---------- PROVIDED MATERIAL ----------
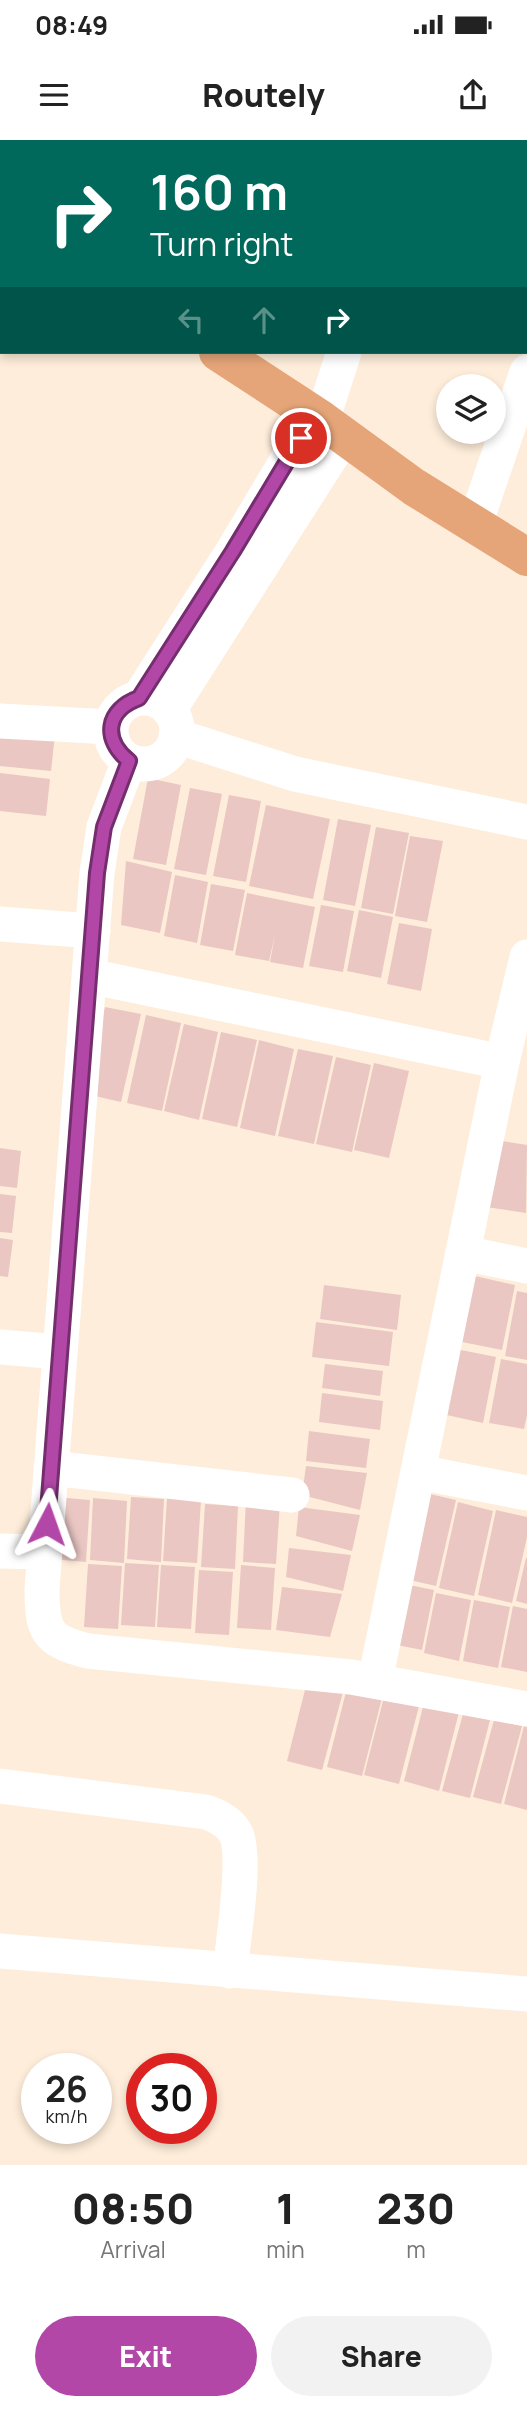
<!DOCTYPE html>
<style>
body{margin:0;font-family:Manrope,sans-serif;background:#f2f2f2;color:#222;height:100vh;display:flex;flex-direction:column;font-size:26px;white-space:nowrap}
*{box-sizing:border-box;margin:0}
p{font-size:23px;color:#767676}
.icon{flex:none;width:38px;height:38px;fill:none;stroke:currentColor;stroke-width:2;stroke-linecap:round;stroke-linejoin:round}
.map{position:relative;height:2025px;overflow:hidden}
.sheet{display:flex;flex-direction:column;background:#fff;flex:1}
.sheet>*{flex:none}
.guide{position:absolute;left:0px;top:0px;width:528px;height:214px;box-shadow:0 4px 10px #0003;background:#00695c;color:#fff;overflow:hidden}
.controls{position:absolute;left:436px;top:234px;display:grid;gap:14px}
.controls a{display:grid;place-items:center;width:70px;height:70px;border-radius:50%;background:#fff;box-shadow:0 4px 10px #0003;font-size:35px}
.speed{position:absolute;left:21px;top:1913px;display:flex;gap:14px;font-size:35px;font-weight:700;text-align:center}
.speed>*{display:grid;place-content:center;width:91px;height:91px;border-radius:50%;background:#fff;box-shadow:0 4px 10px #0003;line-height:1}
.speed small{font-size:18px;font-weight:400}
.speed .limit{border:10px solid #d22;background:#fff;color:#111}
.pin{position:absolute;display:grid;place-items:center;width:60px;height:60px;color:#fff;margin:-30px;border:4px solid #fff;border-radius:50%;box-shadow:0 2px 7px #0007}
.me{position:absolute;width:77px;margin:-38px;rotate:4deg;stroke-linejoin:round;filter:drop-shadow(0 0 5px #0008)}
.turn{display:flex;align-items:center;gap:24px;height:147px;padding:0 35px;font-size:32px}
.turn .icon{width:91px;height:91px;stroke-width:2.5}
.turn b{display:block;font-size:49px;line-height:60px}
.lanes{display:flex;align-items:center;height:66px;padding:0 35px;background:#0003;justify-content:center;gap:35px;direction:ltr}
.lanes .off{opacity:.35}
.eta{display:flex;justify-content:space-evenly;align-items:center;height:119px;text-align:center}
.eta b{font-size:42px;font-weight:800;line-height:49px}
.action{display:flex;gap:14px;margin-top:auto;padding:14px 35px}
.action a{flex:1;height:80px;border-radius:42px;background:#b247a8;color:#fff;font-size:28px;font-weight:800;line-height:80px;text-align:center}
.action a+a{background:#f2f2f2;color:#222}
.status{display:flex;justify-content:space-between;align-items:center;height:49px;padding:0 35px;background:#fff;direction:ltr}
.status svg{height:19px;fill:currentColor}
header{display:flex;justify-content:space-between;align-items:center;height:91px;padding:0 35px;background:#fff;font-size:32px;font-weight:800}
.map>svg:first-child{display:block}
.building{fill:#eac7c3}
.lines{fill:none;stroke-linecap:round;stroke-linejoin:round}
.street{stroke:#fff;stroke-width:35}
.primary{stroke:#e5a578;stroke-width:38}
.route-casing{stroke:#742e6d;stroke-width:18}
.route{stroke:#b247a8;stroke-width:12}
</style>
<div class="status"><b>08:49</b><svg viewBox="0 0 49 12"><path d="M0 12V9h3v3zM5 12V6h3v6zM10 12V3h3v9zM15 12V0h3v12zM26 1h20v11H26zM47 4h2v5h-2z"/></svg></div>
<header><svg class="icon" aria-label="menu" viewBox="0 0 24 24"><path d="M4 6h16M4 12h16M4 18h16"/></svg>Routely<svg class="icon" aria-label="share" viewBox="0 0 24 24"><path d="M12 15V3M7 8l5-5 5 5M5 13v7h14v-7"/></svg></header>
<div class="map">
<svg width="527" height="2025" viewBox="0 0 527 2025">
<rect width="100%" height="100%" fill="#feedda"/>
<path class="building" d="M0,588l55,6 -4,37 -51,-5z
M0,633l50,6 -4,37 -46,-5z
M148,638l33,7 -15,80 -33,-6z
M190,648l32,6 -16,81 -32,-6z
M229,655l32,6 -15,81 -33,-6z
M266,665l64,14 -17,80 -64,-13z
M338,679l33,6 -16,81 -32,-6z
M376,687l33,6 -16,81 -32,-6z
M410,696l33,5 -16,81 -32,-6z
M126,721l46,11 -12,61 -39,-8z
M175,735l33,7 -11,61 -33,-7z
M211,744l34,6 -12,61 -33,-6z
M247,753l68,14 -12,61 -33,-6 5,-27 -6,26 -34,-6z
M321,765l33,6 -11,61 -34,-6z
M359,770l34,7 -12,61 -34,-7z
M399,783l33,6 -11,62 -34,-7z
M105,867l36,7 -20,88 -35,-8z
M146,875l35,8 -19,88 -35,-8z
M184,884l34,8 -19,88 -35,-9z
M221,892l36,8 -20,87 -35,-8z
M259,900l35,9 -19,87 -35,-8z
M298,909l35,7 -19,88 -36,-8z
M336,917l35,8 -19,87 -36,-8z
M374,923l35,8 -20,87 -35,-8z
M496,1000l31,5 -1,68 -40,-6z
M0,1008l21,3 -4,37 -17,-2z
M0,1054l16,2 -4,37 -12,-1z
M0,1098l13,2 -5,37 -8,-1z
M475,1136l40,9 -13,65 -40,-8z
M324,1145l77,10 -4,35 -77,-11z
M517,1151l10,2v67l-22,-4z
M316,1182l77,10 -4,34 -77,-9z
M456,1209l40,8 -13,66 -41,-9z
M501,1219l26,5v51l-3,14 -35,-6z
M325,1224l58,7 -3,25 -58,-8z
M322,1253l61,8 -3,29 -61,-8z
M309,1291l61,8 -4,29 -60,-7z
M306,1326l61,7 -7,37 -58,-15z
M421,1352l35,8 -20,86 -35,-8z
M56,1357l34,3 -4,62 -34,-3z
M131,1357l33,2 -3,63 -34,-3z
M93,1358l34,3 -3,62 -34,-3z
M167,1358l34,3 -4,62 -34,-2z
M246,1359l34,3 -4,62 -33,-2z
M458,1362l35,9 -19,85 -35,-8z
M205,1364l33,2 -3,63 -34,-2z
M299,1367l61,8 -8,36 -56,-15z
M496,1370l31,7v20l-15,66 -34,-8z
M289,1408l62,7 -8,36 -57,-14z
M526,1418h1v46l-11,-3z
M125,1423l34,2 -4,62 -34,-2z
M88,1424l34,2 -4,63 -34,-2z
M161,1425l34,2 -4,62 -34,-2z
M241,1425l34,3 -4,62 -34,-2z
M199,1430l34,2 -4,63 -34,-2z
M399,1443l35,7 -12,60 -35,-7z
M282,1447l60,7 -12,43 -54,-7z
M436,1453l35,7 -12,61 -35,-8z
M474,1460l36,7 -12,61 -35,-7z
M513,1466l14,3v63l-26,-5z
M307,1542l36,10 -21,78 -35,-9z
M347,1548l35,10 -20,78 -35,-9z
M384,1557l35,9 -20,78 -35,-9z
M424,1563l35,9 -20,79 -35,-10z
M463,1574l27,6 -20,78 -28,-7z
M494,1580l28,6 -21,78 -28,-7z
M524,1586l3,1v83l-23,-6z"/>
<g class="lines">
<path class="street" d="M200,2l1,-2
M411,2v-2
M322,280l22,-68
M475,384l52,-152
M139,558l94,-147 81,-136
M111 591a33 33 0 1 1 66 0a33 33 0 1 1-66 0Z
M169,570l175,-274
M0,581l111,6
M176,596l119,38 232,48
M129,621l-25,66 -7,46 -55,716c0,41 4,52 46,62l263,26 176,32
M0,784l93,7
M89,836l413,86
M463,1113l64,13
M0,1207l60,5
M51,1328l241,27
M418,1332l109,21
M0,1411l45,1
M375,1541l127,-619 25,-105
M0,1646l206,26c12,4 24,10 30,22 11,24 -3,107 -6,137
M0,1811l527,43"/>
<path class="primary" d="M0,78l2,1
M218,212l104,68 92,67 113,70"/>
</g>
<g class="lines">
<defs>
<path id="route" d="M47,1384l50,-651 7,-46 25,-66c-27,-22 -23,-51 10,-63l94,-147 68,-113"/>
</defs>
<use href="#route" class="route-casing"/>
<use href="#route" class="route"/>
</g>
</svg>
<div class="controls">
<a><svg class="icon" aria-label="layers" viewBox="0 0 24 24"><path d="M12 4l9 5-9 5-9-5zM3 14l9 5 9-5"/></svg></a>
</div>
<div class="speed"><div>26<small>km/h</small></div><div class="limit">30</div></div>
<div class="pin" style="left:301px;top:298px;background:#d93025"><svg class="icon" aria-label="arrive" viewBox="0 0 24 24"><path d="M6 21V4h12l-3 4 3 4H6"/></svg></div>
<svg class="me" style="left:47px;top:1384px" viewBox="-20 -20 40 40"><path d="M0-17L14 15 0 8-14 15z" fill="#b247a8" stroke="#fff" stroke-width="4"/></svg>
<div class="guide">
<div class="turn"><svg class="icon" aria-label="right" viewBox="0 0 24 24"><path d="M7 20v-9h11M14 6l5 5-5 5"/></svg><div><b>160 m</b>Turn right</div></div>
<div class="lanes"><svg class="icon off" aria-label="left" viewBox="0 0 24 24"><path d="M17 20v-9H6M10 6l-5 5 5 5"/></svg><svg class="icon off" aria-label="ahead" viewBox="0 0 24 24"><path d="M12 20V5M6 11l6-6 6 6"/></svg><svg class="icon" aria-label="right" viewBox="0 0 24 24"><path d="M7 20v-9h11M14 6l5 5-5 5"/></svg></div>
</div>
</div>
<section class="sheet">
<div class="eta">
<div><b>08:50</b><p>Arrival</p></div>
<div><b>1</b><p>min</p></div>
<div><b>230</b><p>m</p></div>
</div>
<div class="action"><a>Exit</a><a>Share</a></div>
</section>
----------
Count the lines of the entries above in which the string "controls" appears. Supply the number only.

3